New year, new projects
After Advent of Code has ended I’ve started looking for another challenge and found weirdtext. It’s a recruitment test, but as I’ve found it quite interesting I’ve decided to do it and have coded it in Go.
To make initial version of encoder and decoder was quite easy, but then I’ve started to add other cases to my tests and made some improvements, and also fixed some bugs. I’m not big fan of TDD, but I’m fanboy of unit tests. They allow me to test edge cases and keep me confident while improving my code that I don’t break anything. I may not be very good at writing tests, yet, but I’m always trying to improve.
First I was reminded that indeed arrays are copied when passed to function, but []string isn’t an array. It’s a slice and slices are passed by reference, so I was destroying my data. Another problem occurred when I’ve added some unicode to my tests. I’ve learned that I should get length of my encoded word after it’s been converted to slice of runes, not when it’s still a string. Version with string works for latin characters, but not for ones which occupy more than one byte. I’ve also screwed one of my ifs, but it’s typical for me and that’s why I’m using unit tests. These are not advanced concepts, but ones which are easy to overlook/forget, at least for me. And that’s why you should have tests.
You also need to be careful with tests. At first I was testing my EncodeText function using static string as comparison to the value returned by EncodeText. But, as EncodeText uses rand.Shuffle the output is, surprise, random. So after a while my tests started to fail. I’ve quickly switched to testing DecodeText on the output of EncodeText and comparing if the decoded text is the same as the what was originally encoded.

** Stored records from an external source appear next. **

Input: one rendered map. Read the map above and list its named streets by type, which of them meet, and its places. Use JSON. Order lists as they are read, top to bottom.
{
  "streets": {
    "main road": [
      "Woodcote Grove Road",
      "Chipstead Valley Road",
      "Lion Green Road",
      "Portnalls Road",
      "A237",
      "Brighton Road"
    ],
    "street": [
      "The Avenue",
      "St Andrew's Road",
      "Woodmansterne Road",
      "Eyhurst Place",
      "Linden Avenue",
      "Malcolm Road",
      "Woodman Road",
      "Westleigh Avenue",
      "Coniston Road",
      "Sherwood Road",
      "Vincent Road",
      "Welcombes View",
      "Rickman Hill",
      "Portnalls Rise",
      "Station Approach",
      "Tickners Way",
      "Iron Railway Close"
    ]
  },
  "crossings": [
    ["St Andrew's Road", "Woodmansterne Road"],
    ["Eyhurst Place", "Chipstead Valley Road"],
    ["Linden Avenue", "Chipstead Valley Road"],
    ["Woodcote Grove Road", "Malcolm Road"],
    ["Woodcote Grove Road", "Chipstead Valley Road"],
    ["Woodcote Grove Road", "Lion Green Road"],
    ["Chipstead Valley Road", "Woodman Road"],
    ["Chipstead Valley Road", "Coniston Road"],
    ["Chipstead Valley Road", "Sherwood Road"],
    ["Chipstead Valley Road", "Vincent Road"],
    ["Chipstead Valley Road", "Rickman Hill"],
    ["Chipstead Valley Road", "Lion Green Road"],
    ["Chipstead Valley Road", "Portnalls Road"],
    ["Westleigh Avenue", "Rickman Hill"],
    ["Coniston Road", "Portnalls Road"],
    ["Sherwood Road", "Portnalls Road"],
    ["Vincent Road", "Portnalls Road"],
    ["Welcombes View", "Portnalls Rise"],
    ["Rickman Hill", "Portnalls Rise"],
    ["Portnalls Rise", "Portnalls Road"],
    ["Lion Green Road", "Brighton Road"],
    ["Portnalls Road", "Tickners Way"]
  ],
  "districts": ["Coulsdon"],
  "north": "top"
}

I’m still using IRC as my main communicator and one day somebody has mentioned that they’re planning to use YOURLS/YOURLS as URL shortener of choice. As this person is way more experienced than I am, I’ve started to wonder what’s so hard in writing your own. And so I’ve created shorty. My very own URL shortener. While writing it I’ve tried to keep it as simple as possible, so it uses text file as storage and hash is just crc32. But I’ve made it easy to be changed in future, or so I hope. Oh, and to answer my own question, it’s not hard to write URL shortener. Actually it was quite easy, so, in my paranoia, I’ve started to wonder if maybe I’ve screwed something up.
I’ve decided to use sync.Map as a type to store my shortened (and original) URLs. But I want to mention that I’ve also found orcaman/concurrent-map which is a nice project. And probably it would perform better in shorty, but as I’ve wanted to keep it simple I also didn’t want to use any external modules. However I may change my mind in future, if I’ll keep developing it. I’ve also made a little contribution to concurrent-map, so I won’t forget it, for sure.
Later somebody mentioned shorty on IRC and in conversation it turned out that some people would like to have both URL shortener and pastebin as one service. I don’t believe in mixing up services. But it reminded me of solusipse/fiche, pastebin where you can post your code using nc command, so directly from terminal. I like it a lot and am hosting it on my server, but I also like syntax highlighting and line numbering when reading code. fiche’s author provides his own solution for it. But, I don’t like either Python or Flask (however I don’t know this one too well). And it’s not very performant as it’s generating HTML from TXT paste with every request, plus it’s Python. I know that for my own usage and with current servers it probably wouldn’t be a problem, ever. But as I’m moving from hosting to hosting quite a lot and like to keep it as smooth as possible. I’ve decided to write my own solution, so behold ficheSyntaxHighlight. It’s using alecthomas/chroma for generating HTML files with syntax highlighting, but language detection is my own creation as chroma’s one doesn’t detect what I want. And it should be a bit faster than chroma’s lexers.Analyse which is searching through entire paste, more than once. Still, it’s nowhere close to guess_lexer from pygments.lexers, used by fiche’s author.
I’ve also discovered deepsource and have added it to almost all of my Go projects. It’s shown how messy my TM Search is. It’s no excuse that I’ve written it while learning Go. It needs complete refactor, because it’s a little embarrassing.
As you can see beginning of the year turned out to be quite creative for me. And I hope entire year would be like that as I love my hobby projects. They allow me to code and to learn. And it’s always better if I can use what I’ve learnt solving real problem, rather than only reading about it and doing exercises.